By relying on the Human Life Amendment, the anti-abortion party will contrive not only to allow abortion to persist unabated but also, in the unlikely event the amendment is ever adopted, to rely on the very same expanded federal power that lies at the base of liberal dominance. Even if the amendment never passes into law, by invoking it as the principal remedy for abortion, anti-abortionists will bind themselves to the illicitly expanded federal power created by misuse of the 14th Amendment. Rallying around the HLA, in other words, will lock the American right into support for the very federal leviathan and its pseudo-constitutional foundations blocking the right’s agenda in the first place.

What Republicans, conservatives, and anti-abortionists should do is rid the platform of the Human Life Amendment as now written and craft another, one that, while expressing abhorrence of abortion and affirming that the fetus is a human being, also takes aim at the root of liberal dominance, the Incorporation Doctrine itself. The party also should draft and adopt as a principle of its platform a specific affirmation of the states’ rights guaranteed by the Ninth and Tenth amendments, and it should commit itself and its standard bearers to work for the restoration of those rights.

In doing so, the Republicans would reach to the roots of liberal power and pull them up. They would thereby rescind Roe V. Wade, abolish the court-created “right” to an abortion, allow the states to settle the issue in accordance with what the citizens of the states and their norms demand, and effectively end the abortion issue as a national political issue. They would also reach far beyond the abortion issue itself to all other instances in which the political left has “utilized the judiciary as a constructive policy-making instrument” and, in a word, restore the Constitution and the state and local authority that the Constitution’s federalism recognizes. Finally, by allowing states to decide for themselves whether abortion should be legal or not, they might even succeed in abolishing abortion in some, maybe even many, states. That in itself is a bit more than the Human Life Amendment has ever accomplished or seems likely to accomplish.

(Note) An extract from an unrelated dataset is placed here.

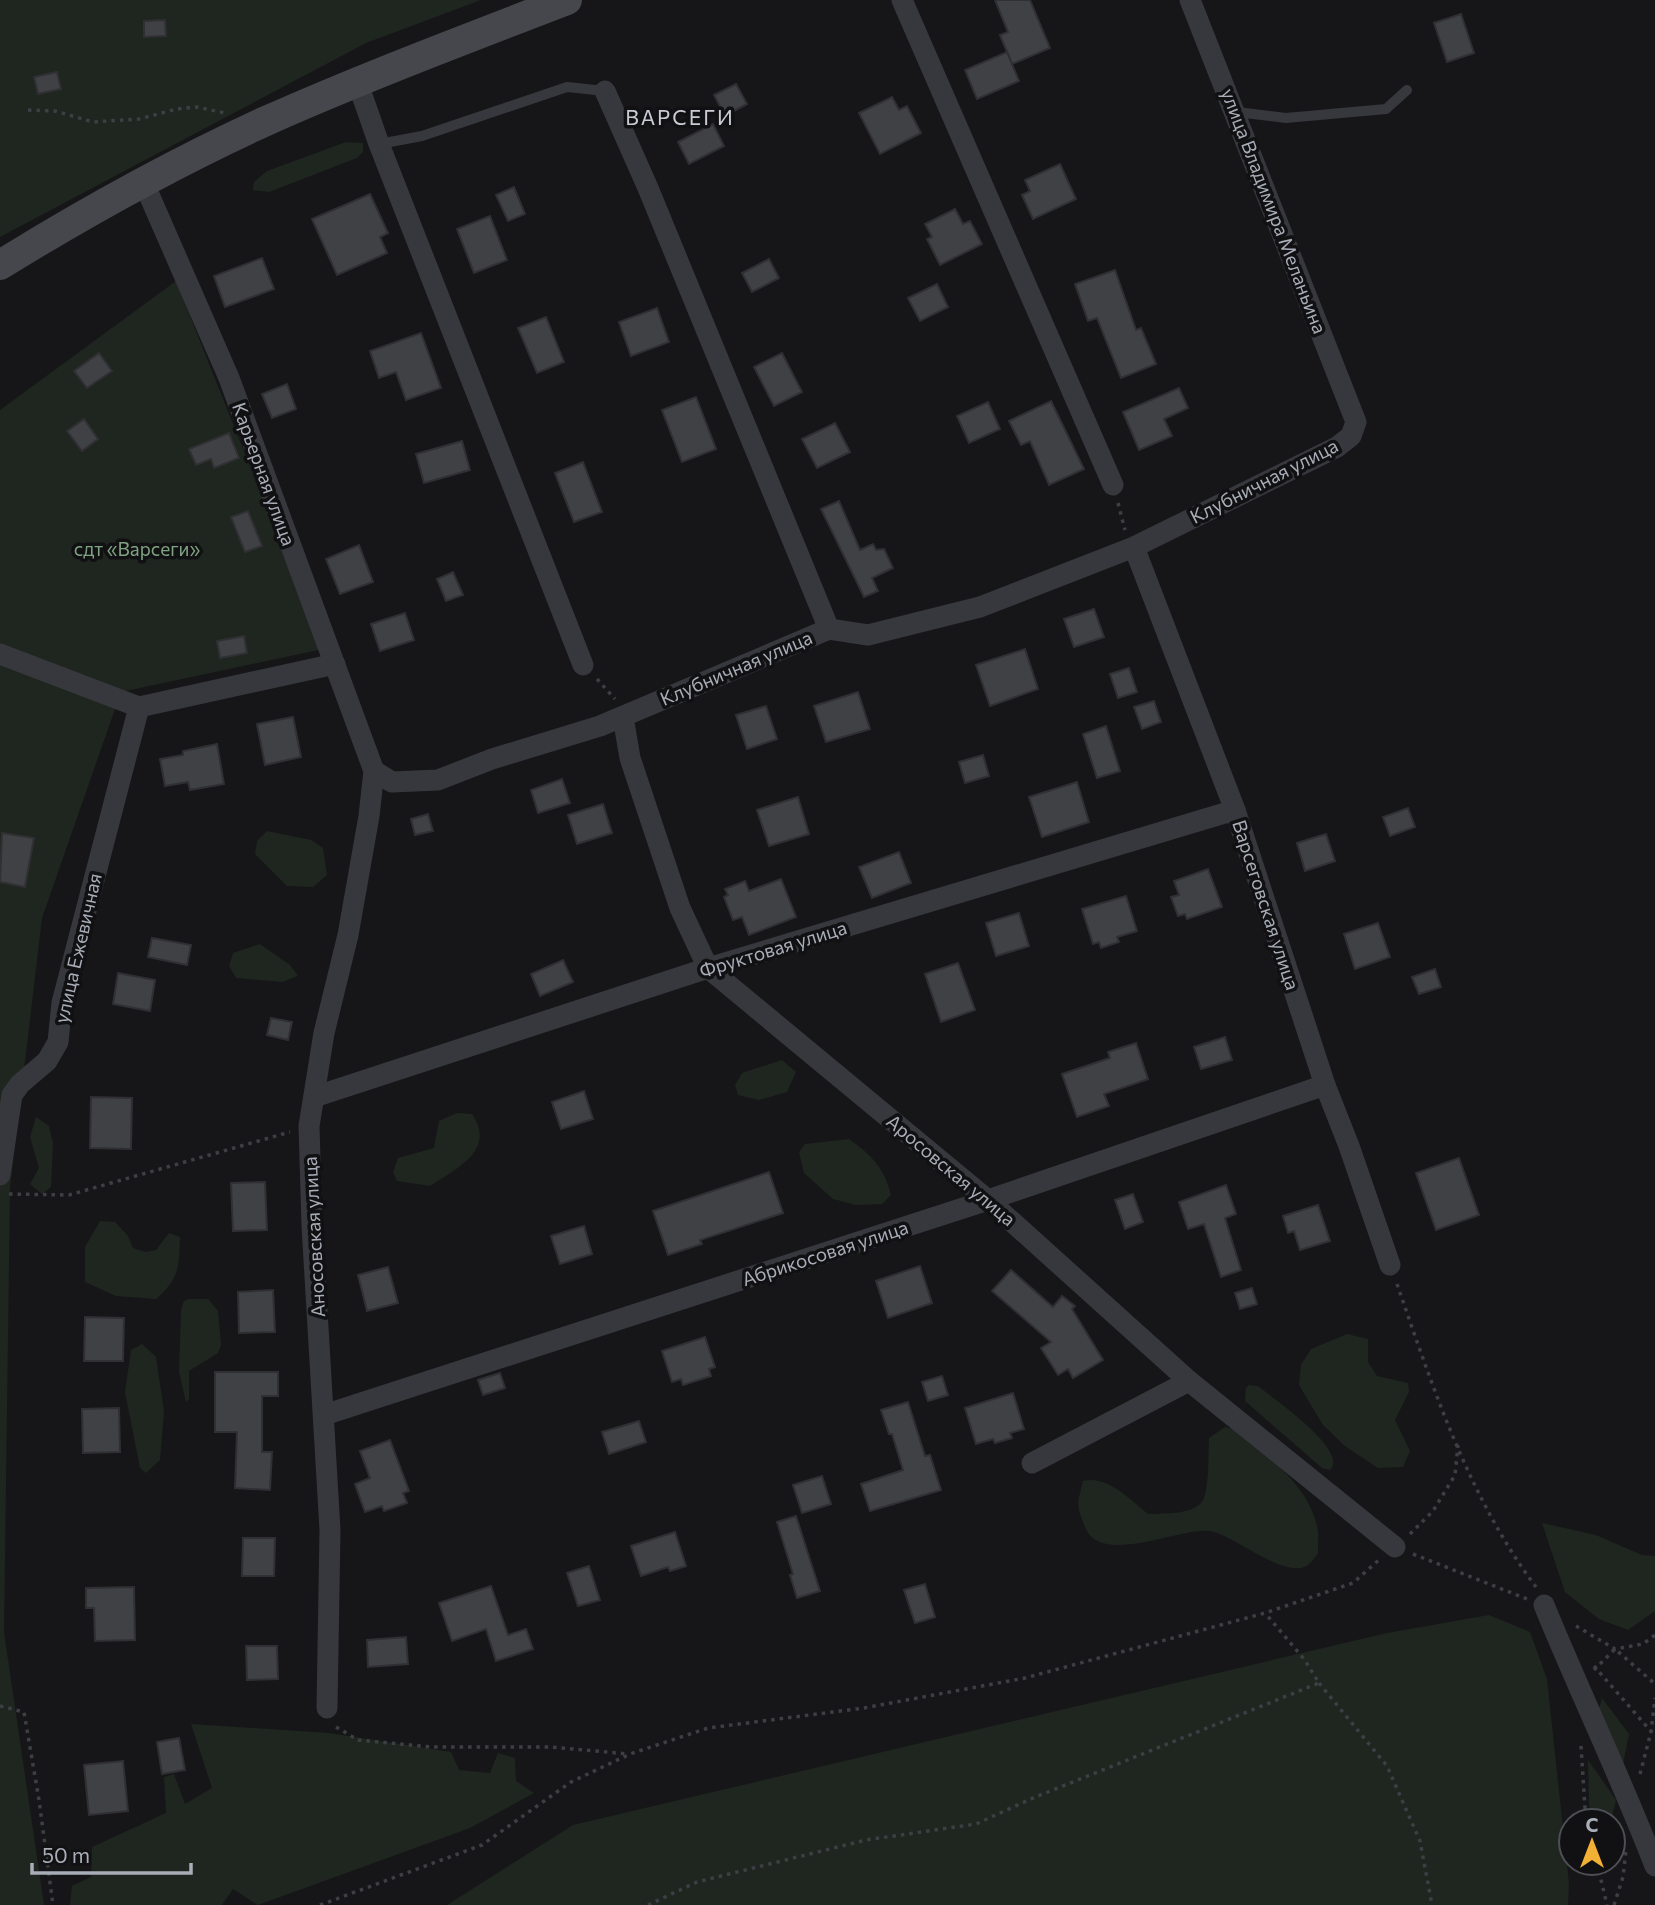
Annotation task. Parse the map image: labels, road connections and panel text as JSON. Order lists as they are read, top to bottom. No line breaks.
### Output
{"streets":{"street":["улица Владимира Меланьина","Карьерная улица","Клубничная улица","Варсеговская улица","улица Ежевичная","Фруктовая улица","Аросовская улица","Аносовская улица","Абрикосовая улица"]},"crossings":[["улица Владимира Меланьина","Клубничная улица"],["Карьерная улица","Клубничная улица"],["Карьерная улица","Аносовская улица"],["Клубничная улица","Варсеговская улица"],["Клубничная улица","Аросовская улица"],["Клубничная улица","Аносовская улица"],["Варсеговская улица","Фруктовая улица"],["Варсеговская улица","Абрикосовая улица"],["Фруктовая улица","Аросовская улица"],["Фруктовая улица","Аносовская улица"],["Аросовская улица","Абрикосовая улица"],["Аносовская улица","Абрикосовая улица"]],"districts":["ВАРСЕГИ"],"parks":["сдт «Варсеги»"],"scale_bar":"50 m","north":"top"}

Of course this will not happen. There are few in the Republican Party today who even understand what real federalism is, and the preferred Republican remedy for the handful of illicit usurpations by the courts to which they object at all is to support still more expansion of federal power. For a party that thinks only of winning elections and getting the government and the public purse into its paws, reducing federal power holds no charms, and for the new abolitionists who demand the national imposition of their own moral obsessions through centralized power, federalism is simply the work of demons. Americans who want something resembling the old Constitution will be more likely to find it on the reruns of 1950’s sitcoms than in anything the Grand Old Party proposes.